Print the data that follows, exactly and completely.
- Opening Delimiter -
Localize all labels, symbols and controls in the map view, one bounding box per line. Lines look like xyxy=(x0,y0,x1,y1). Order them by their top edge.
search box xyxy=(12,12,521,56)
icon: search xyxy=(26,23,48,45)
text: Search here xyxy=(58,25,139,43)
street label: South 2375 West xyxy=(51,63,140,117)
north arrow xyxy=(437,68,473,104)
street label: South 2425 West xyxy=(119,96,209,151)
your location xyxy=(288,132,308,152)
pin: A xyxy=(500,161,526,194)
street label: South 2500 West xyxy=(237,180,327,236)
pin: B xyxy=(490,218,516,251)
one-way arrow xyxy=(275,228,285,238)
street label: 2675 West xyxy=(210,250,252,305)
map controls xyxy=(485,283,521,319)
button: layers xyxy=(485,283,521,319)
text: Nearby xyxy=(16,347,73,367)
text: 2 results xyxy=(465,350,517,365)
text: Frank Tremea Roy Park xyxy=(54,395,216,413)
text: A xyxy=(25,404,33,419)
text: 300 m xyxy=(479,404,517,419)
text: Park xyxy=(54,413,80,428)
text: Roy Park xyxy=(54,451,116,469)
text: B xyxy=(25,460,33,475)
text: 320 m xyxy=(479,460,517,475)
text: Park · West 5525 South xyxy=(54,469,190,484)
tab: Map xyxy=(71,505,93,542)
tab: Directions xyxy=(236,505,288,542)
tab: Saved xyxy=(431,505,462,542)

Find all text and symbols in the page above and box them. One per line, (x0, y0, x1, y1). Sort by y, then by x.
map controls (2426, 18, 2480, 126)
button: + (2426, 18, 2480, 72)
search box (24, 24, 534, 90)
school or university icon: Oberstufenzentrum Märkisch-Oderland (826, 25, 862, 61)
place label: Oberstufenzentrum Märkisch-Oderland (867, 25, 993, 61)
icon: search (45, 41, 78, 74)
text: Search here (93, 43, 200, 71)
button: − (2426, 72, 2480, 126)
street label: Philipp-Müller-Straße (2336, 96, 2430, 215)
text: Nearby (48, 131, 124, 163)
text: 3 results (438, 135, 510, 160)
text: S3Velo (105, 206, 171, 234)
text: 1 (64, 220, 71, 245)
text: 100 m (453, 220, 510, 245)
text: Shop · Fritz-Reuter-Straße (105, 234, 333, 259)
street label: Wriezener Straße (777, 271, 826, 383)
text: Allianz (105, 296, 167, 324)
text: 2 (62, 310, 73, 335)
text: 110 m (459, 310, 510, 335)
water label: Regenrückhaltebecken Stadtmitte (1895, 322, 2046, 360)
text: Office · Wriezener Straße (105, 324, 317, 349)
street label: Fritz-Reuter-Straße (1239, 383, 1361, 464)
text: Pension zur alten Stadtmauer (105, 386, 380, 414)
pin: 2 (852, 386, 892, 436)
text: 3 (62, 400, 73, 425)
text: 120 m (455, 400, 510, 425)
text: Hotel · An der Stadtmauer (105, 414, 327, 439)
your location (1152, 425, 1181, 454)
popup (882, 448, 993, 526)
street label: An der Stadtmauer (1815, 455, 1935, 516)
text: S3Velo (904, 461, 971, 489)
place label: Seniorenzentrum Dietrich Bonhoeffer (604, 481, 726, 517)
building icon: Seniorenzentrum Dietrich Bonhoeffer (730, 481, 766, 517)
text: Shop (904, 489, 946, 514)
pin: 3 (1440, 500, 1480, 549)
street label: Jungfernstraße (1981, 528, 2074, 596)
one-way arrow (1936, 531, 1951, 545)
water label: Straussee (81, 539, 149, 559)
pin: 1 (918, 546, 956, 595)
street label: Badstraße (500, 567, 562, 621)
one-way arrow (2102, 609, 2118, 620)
- Closing Delimiter -
- [ANSWER TO THE EXERCISE]
Localize all labels, symbols and controls in the map view, one bounding box per line. Lines look like xyxy=(x0,y0,x1,y1). Order them by their top edge.
search box xyxy=(12,12,521,56)
icon: search xyxy=(26,23,48,45)
text: Search here xyxy=(58,25,139,43)
street label: South 2375 West xyxy=(51,63,140,117)
north arrow xyxy=(437,68,473,104)
street label: South 2425 West xyxy=(119,96,209,151)
your location xyxy=(288,132,308,152)
pin: A xyxy=(500,161,526,194)
street label: South 2500 West xyxy=(237,180,327,236)
pin: B xyxy=(490,218,516,251)
one-way arrow xyxy=(275,228,285,238)
street label: 2675 West xyxy=(210,250,252,305)
map controls xyxy=(485,283,521,319)
button: layers xyxy=(485,283,521,319)
text: Nearby xyxy=(16,347,73,367)
text: 2 results xyxy=(465,350,517,365)
text: Frank Tremea Roy Park xyxy=(54,395,216,413)
text: A xyxy=(25,404,33,419)
text: 300 m xyxy=(479,404,517,419)
text: Park xyxy=(54,413,80,428)
text: Roy Park xyxy=(54,451,116,469)
text: B xyxy=(25,460,33,475)
text: 320 m xyxy=(479,460,517,475)
text: Park · West 5525 South xyxy=(54,469,190,484)
tab: Map xyxy=(71,505,93,542)
tab: Directions xyxy=(236,505,288,542)
tab: Saved xyxy=(431,505,462,542)

Find all text and symbols in the page above and box them. One per line, (x0, y0, x1, y1). Sort by y, then by x.
map controls (2426, 18, 2480, 126)
button: + (2426, 18, 2480, 72)
search box (24, 24, 534, 90)
school or university icon: Oberstufenzentrum Märkisch-Oderland (826, 25, 862, 61)
place label: Oberstufenzentrum Märkisch-Oderland (867, 25, 993, 61)
icon: search (45, 41, 78, 74)
text: Search here (93, 43, 200, 71)
button: − (2426, 72, 2480, 126)
street label: Philipp-Müller-Straße (2336, 96, 2430, 215)
text: Nearby (48, 131, 124, 163)
text: 3 results (438, 135, 510, 160)
text: S3Velo (105, 206, 171, 234)
text: 1 (64, 220, 71, 245)
text: 100 m (453, 220, 510, 245)
text: Shop · Fritz-Reuter-Straße (105, 234, 333, 259)
street label: Wriezener Straße (777, 271, 826, 383)
text: Allianz (105, 296, 167, 324)
text: 2 (62, 310, 73, 335)
text: 110 m (459, 310, 510, 335)
water label: Regenrückhaltebecken Stadtmitte (1895, 322, 2046, 360)
text: Office · Wriezener Straße (105, 324, 317, 349)
street label: Fritz-Reuter-Straße (1239, 383, 1361, 464)
text: Pension zur alten Stadtmauer (105, 386, 380, 414)
pin: 2 (852, 386, 892, 436)
text: 3 (62, 400, 73, 425)
text: 120 m (455, 400, 510, 425)
text: Hotel · An der Stadtmauer (105, 414, 327, 439)
your location (1152, 425, 1181, 454)
popup (882, 448, 993, 526)
street label: An der Stadtmauer (1815, 455, 1935, 516)
text: S3Velo (904, 461, 971, 489)
place label: Seniorenzentrum Dietrich Bonhoeffer (604, 481, 726, 517)
building icon: Seniorenzentrum Dietrich Bonhoeffer (730, 481, 766, 517)
text: Shop (904, 489, 946, 514)
pin: 3 (1440, 500, 1480, 549)
street label: Jungfernstraße (1981, 528, 2074, 596)
one-way arrow (1936, 531, 1951, 545)
water label: Straussee (81, 539, 149, 559)
pin: 1 (918, 546, 956, 595)
street label: Badstraße (500, 567, 562, 621)
one-way arrow (2102, 609, 2118, 620)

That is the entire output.